The sixth C, as Nicola puts it, is cool. We need to keep our own philosophy in mind and be cool about the process, enthusiastic but not possessive, knowing that not all writers enjoy the experience of being edited. But to be honest, 99 percent of them are open to suggestions, and I do note in my comments that the writer can call poetic/artistic license if there’s something they want to retain.

Overall, in my phrasing of queries, I emphasize collaboration. I learn all the time from writers’ responses to our edits, and some interactions have changed my mind about policies. For example, in my first year or two, I was editing an essay that included phrases in Spanish. I took to heart too seriously Chicago’s guideline about italicizing languages other than English, and I did so throughout the essay.

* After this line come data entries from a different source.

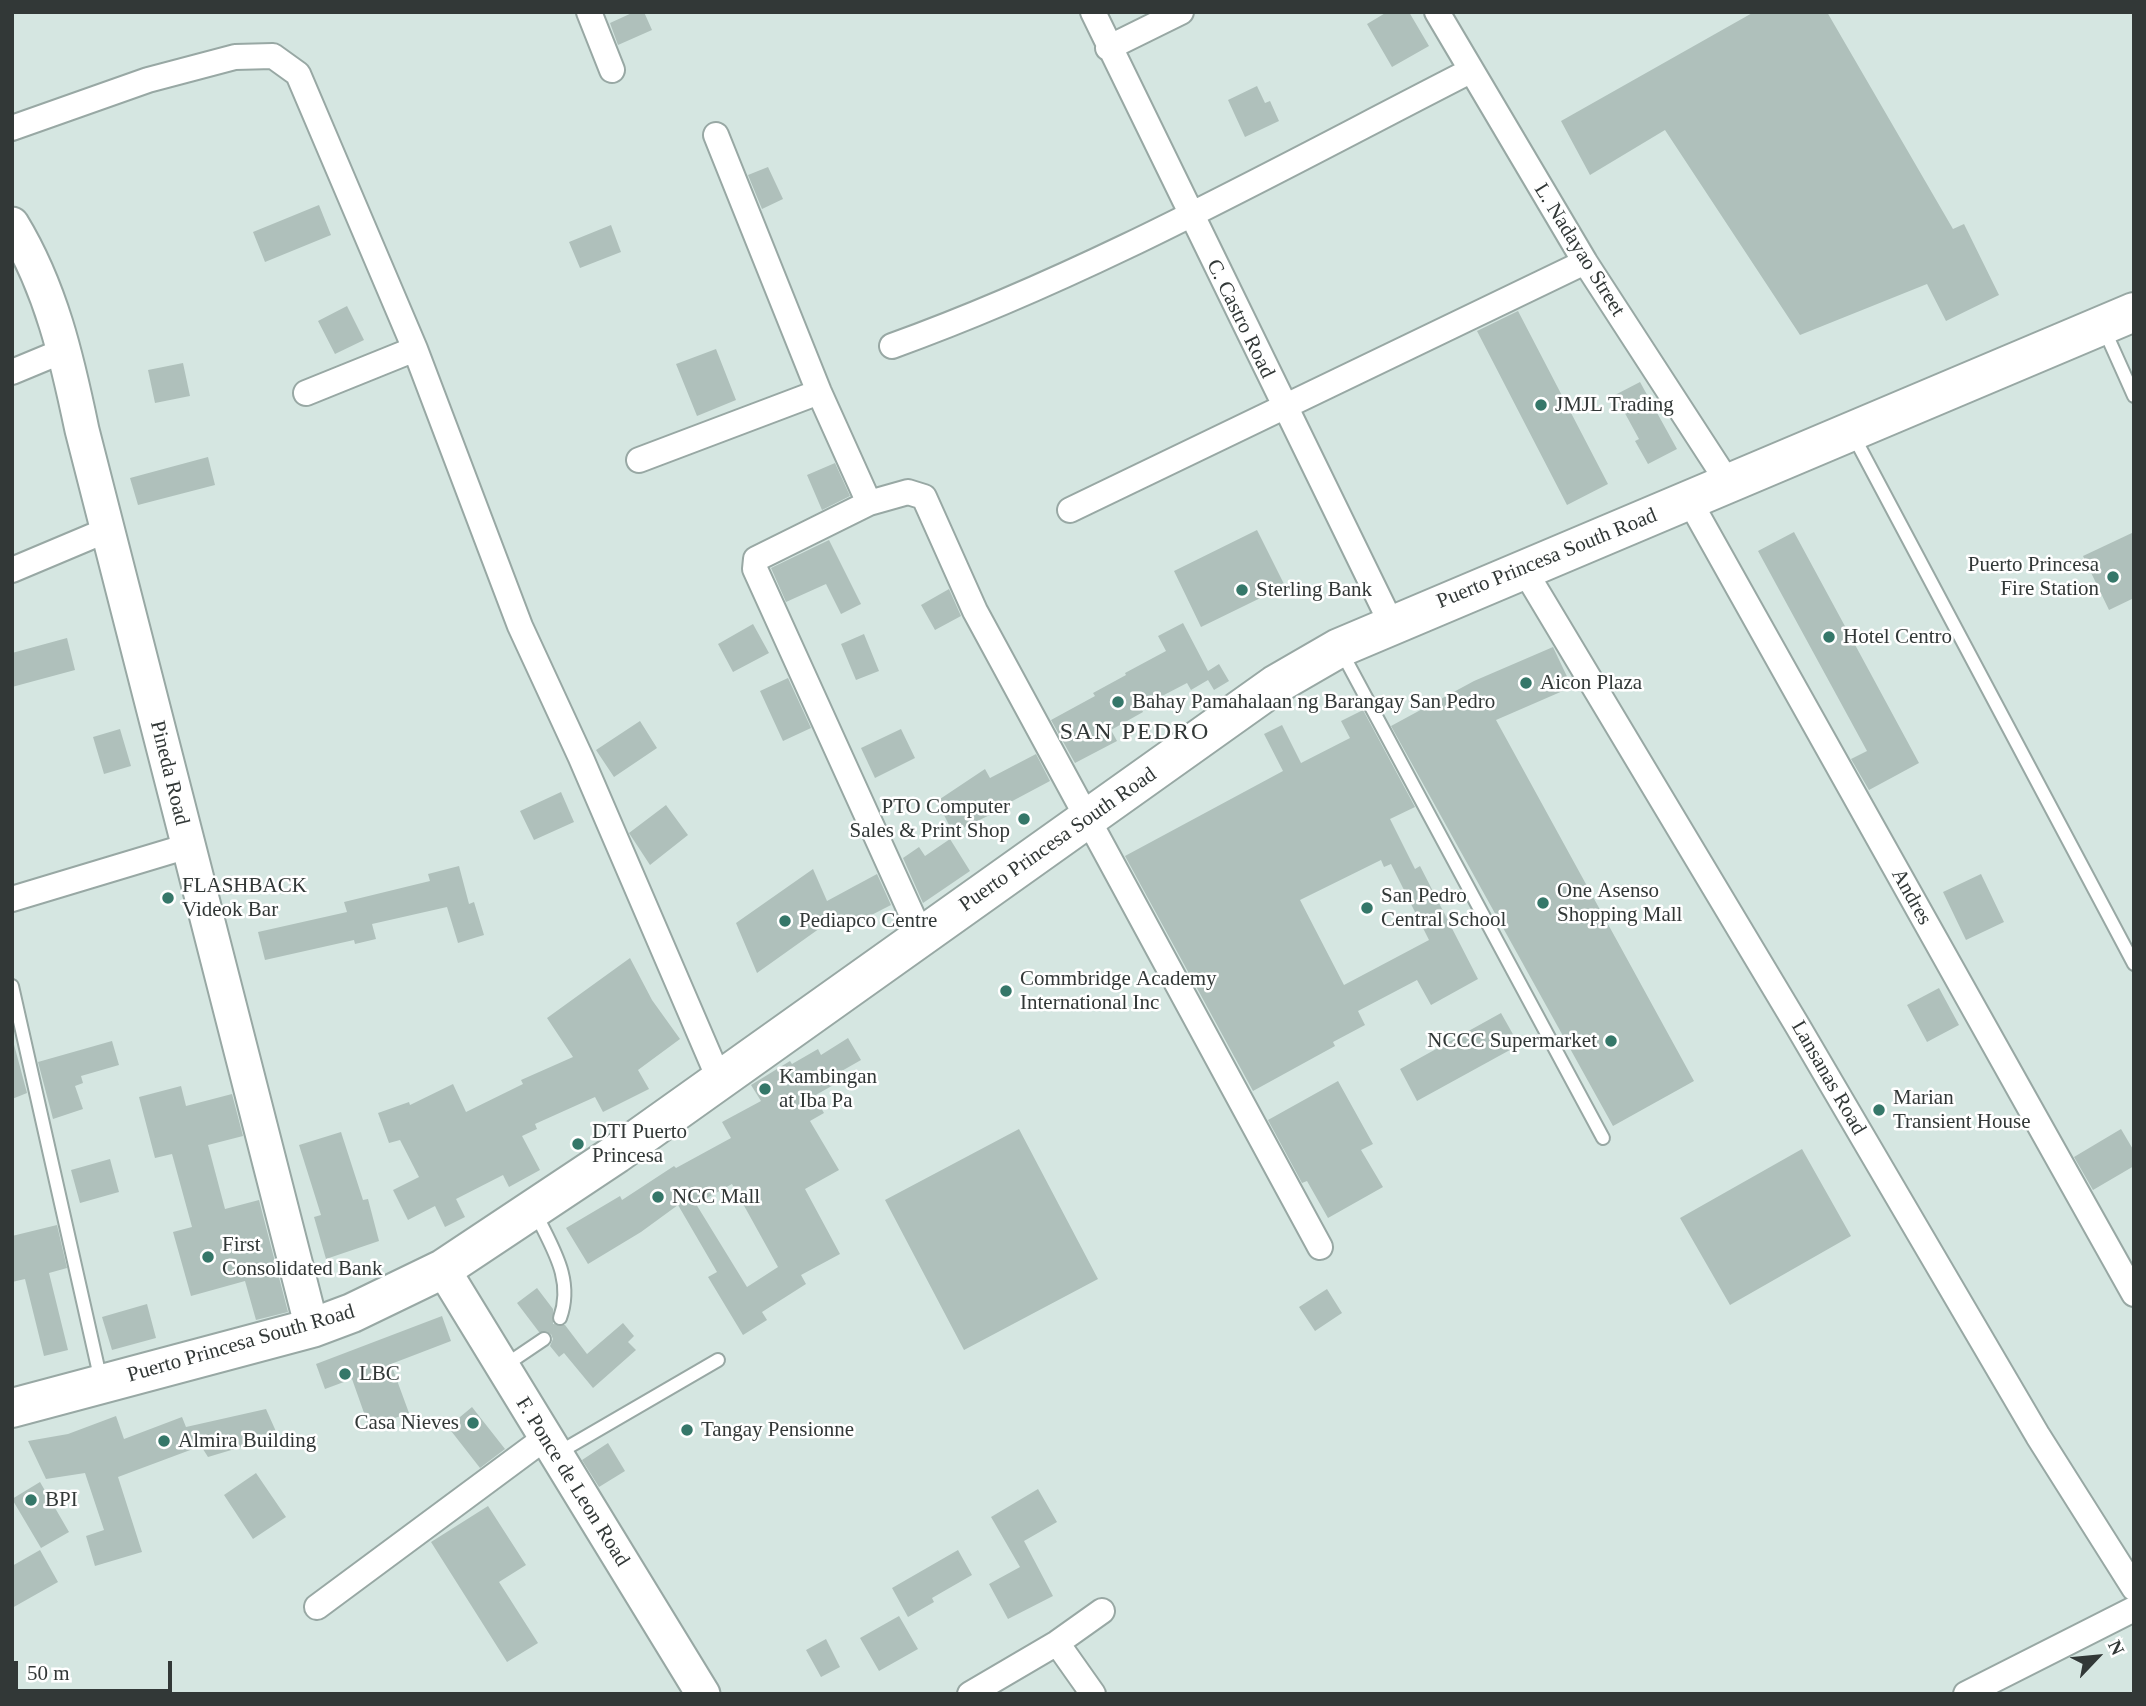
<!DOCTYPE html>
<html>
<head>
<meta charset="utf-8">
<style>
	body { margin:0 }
	#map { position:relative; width:2146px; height:1706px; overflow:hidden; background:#d5e6e1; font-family:"Times New Roman",serif }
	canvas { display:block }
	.frame { position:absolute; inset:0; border:14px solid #323837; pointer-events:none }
	.north { position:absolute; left:2062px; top:1622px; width:70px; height:70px; -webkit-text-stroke:5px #fff; paint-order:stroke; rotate:64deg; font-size:19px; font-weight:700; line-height:28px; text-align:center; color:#323837 }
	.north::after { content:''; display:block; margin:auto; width:24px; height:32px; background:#323837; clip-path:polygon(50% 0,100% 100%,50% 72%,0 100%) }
	.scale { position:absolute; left:14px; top:1661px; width:158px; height:32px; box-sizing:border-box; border:4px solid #323837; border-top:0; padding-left:9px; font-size:21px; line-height:24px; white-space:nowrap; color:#323837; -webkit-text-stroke:5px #fff; paint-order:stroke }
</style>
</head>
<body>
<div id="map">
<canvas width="2146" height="1706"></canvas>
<div class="frame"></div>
<div class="north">N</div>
<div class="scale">50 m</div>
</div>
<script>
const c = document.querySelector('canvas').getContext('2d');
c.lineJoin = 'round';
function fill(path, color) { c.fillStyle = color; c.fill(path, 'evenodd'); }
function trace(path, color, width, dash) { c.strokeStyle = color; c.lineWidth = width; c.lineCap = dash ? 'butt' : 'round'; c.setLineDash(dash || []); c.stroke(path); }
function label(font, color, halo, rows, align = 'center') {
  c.font = font + ' "Times New Roman",serif'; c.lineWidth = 5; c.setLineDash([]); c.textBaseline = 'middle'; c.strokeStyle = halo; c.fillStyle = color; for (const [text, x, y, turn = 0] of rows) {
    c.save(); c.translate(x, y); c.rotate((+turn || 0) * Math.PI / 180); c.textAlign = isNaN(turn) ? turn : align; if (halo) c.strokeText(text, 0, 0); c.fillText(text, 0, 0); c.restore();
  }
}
fill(new Path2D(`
	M634,12h10l8,18 -34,15 -8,-22z
	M1387,12h22l20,34 -37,21 -25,-43z
	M1754,12h73l126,217 11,-5 35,71 -53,26 -19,-37 -127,51 -135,-205 -75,45 -29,-54z
	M1257,86l8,17 5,-2 9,20 -34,16 -17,-37z
	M768,167l15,32 -21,10 -14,-34z
	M319,205l12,30 -66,27 -12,-30z
	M611,225l10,27 -41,16 -11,-26z
	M347,306l17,34 -29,14 -17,-33z
	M1518,311l90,173 -41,21 -90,-174z
	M716,349l20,51 -39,16 -21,-52z
	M183,363l7,33 -35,7 -7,-33z
	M1640,382l37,67 -29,15 -13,-23 4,-2 -24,-44z
	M208,457l7,28 -77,20 -8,-27z
	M835,463l15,33 -28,14 -15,-35z
	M1257,530l28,56 -84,41 -27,-56z
	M1794,532l125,231 -50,27 -18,-31 16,-8 -109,-200z
	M2134,532v66l-25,12 -26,-54z
	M829,540l32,64 -20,10 -15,-30 -40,18 -15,-34z
	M949,589l12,27 -26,14 -14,-25z
	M1183,623l25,48 11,-7 10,17 -15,9 -6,-10 -17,10 -4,-7 -46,24 2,5 -32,18 6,11 -42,22 -24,-43 44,-24 -2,-3 33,-18 -1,-2 41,-22 -8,-15z
	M753,624l16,29 -36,19 -15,-28z
	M864,634l15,37 -23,9 -15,-36z
	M67,638l8,32 -63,17v-34z
	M1553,647l19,40 -76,33 198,361 -81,45 -222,-400 83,-45z
	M788,678l23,50 -28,13 -23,-50z
	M1363,710l52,97 -25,12 25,50 5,-3 58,113 -47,26 -14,-25 -59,31 7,14 -32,17 2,4 -82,45 -128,-235 158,-85 -19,-37 18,-9 19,38 49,-25 -9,-17zM1381,860l3,7 7,-3 38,76 -85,45 -44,-85z
	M640,721l17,27 -43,29 -18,-27z
	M120,729l11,37 -27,8 -11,-37z
	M901,729l14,29 -40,20 -14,-30z
	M1036,754l14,27 -47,25 1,2 -51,25 -16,-32 48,-32 5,9z
	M561,792l13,30 -40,18 -14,-29z
	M666,805l22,30 -38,30 -21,-32z
	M950,839l20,32 -47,32 -20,-45 16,-11 6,9z
	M459,866l10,38 5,-2 10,33 -26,8 -11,-36 -75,17 4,15 -21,5 -1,-4 -89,20 -7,-28 89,-20 -3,-10 86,-21 -2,-7z
	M813,869l14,32 50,-27 14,31 -47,24 -7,-13 -80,57 -21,-50z
	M1981,874l23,48 -38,18 -23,-48z
	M630,958l22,42 28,39 -42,31 11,19 -46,23 -8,-15 -60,27 2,5 -15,7 18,34 -31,17 -6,-12 -47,24 9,18 -20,10 -10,-21 -27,14 -15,-30 26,-13 -19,-37 -11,3 -11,-30 31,-11 1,3 43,-21 13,28 57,-28 -2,-4 52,-23 -26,-39z
	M1939,988l20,37 -32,17 -20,-37z
	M1501,1013l18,32 -102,56 -17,-32z
	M12,1037l15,56 -15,6z
	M848,1038l13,22 -28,16 4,7 -23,13 10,17 -14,8 29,49 -34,19 35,65 -39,21 5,9 -44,28 5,8 -24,15 -35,-58 9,-5 -39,-67 -37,27 -53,32 -22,-36 54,-32 2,4 52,-34 2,2 55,-30 -9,-16 39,-21 -10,-16 39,-24 2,3 26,-15 3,6zM732,1184l46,83 -31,20 -51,-83z
	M112,1041l7,24 -38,11 2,7 -8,3 8,23 -30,10 -15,-57z
	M1338,1081l35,63 -12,6 22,37 -55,31 -21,-37 -5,2 -34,-63z
	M181,1086l5,20 46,-12 11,42 -35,9 17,64 34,-9 29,112 -32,8 -11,-39 -54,15 -18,-64 19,-5 -20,-73 -17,4 -16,-61z
	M1019,1129l79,150 -134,71 -79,-150z
	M2121,1129l13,22v15l-41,24 -19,-33z
	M341,1132l22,68 5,-1 11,42 -53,18 -12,-42 7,-2 -22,-70z
	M1802,1149l49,87 -121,69 -50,-87z
	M110,1159l9,33 -39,11 -9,-33z
	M57,1225l10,43 -18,5 19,77 -24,6 -19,-77 -13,3v-46z
	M537,1288l16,21v15l12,1 22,29 36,-31 11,13 -6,6 8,8 -43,38 -29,-35 -5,4 -9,-11 3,-7 -2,-5 -12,-2 -22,-29z
	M1327,1289l15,24 -27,18 -16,-24z
	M147,1304l9,34 -44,12 -10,-33z
	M442,1316l9,25 -60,23 18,49 -40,14 -17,-48 -27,10 -9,-25z
	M472,1407l33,42 -25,19 -32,-41z
	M266,1409l12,27 -70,21 -7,-11 -83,31 24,75 -47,14 -9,-30 18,-6 -19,-57 -39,6 -18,-38 40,-7 48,-18 8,23 58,-22 4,10z
	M608,1443l17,28 -26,16 -17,-27z
	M256,1473l30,44 -33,22 -29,-44z
	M40,1482l29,50 -28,16 -29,-49z
	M1038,1489l19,33 -33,19 29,55 -45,23 -19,-35 31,-17 -29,-50z
	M488,1506l38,59 -27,17 39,61 -31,19 -76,-120z
	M40,1550l18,32 -46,26v-42z
	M958,1550l14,25 -40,23 2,4 -26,15 -16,-29z
	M899,1616l19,33 -39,22 -19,-33z
	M826,1639l14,28 -19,10 -15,-27z`), '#afc0bb');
const lane = new Path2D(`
	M2104,329l30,67
	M1853,435l281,529
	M1341,651l262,487
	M12,986l89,395
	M536,1214c16,34 38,65 24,104
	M504,1366l40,-27
	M558,1453l160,-93`);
const street = new Path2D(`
	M589,12l23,58
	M1093,12l298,611
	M1437,12l148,250 144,222
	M1108,48l73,-36
	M12,128l136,-48 87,-23 38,-1 25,18 117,275 105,277 61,132 139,323
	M716,135l103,257 50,111
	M892,346c200,-72 388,-178 578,-275
	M12,372l53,-22
	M306,393l109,-44
	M639,460l180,-68
	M1689,500l445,794
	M1070,510l515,-248
	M1523,568l274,457 241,411 96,152
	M12,570l95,-40
	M12,899l176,-53
	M922,937l-167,-368 1,-10 113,-56 39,-11 16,5 51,114 345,636
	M317,1607l228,-169
	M1057,1643l36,51
	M970,1694l87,-51 45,-32
	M1966,1694l168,-85`);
const secondary = new Path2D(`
	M12,224c39,64 55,134 70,206l230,898
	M443,1269l260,425`);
const primary = new Path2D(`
	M12,1408l300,-80 40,-15 91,-44 173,-115 659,-469 64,-37 795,-336`);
trace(lane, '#98a8a4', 16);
trace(street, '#98a8a4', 28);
trace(secondary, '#98a8a4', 37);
trace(primary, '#98a8a4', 42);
trace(lane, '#fff', 12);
trace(street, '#fff', 24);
trace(secondary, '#fff', 33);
trace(primary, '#fff', 38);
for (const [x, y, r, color] of [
	[1541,405,7,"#357769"],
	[2113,577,7,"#357769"],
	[1242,590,7,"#357769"],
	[1829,637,7,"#357769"],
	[1526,683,7,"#357769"],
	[1118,702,7,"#357769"],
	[1024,819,7,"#357769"],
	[168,898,7,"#357769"],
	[1543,903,7,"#357769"],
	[1367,908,7,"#357769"],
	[785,921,7,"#357769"],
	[1006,991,7,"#357769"],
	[1611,1041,7,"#357769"],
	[765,1089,7,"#357769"],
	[1879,1110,7,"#357769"],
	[578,1144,7,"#357769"],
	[658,1197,7,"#357769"],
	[208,1257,7,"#357769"],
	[345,1374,7,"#357769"],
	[473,1423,7,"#357769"],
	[687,1430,7,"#357769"],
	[164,1441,7,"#357769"],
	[31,1500,7,"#357769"]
]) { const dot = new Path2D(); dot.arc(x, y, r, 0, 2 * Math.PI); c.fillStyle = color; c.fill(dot); trace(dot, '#fff', 2.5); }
label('21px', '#323837', '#fff', [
	["L. Nadayao Street",1579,250,58],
	["C. Castro Road",1240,319,64],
	["Puerto Princesa South Road",1547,559,-22],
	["Pineda Road",169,773,76],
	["Puerto Princesa South Road",1058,840,-35],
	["Andres",1911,897,61],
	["Lansanas Road",1828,1078,60],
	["Puerto Princesa South Road",241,1344,-16],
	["F. Ponce de Leon Road",572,1482,58]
]);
label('21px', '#323837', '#fff', [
	["JMJL Trading",1555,405],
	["Puerto Princesa",2099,565,"right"],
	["Fire Station",2099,589,"right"],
	["Sterling Bank",1256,590],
	["Hotel Centro",1843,637],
	["Aicon Plaza",1540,683],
	["Bahay Pamahalaan ng Barangay San Pedro",1132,702],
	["PTO Computer",1010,807,"right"],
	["Sales & Print Shop",1010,831,"right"],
	["FLASHBACK",182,886],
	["Videok Bar",182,910],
	["One Asenso",1557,891],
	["Shopping Mall",1557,915],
	["San Pedro",1381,896],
	["Central School",1381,920],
	["Pediapco Centre",799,921],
	["Commbridge Academy",1020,979],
	["International Inc",1020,1003],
	["NCCC Supermarket",1597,1041,"right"],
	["Kambingan",779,1077],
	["at Iba Pa",779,1101],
	["Marian",1893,1098],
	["Transient House",1893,1122],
	["DTI Puerto",592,1132],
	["Princesa",592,1156],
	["NCC Mall",672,1197],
	["First",222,1245],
	["Consolidated Bank",222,1269],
	["LBC",359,1374],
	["Casa Nieves",459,1423,"right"],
	["Tangay Pensionne",701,1430],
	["Almira Building",178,1441],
	["BPI",45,1500]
], 'left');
c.letterSpacing = '2px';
label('24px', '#323837', '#fff', [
	["SAN PEDRO",1135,733]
]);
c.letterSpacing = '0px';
</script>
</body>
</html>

The writer asked to have them back in regular text, and in her explanations for why, I realized that such formatting made foreign languages seem “other” than English in a way that wasn’t helpful. As I said in a post at the time, “For bilingual (or multilingual) authors, English exists alongside of and is interwoven with the other language(s), so it feels false to distinguish between them in that typographic way.” Even if the author isn’t from a bilingual background, we’ve started to encourage keeping words from foreign language in regular text formatting, unless an overlap with an English word could cause confusion.

Copyediting, then, for me has been an ever-evolving process, from my training in the five C’s with Nicola Mason to interactions with writers. That unquestioning adherence to guidelines demonstrated a lack of cultural competency on my part and led to a change in policy at the magazine itself.


In a later column I’ll give some examples of edits in action from each of our three genres. If you’re passionate about learning more about copyediting in the meantime, check out Chapter 2 of The Chicago Manual of Style, sections 2.53 through 2.104 (if you don’t have institutional access, check with your public library).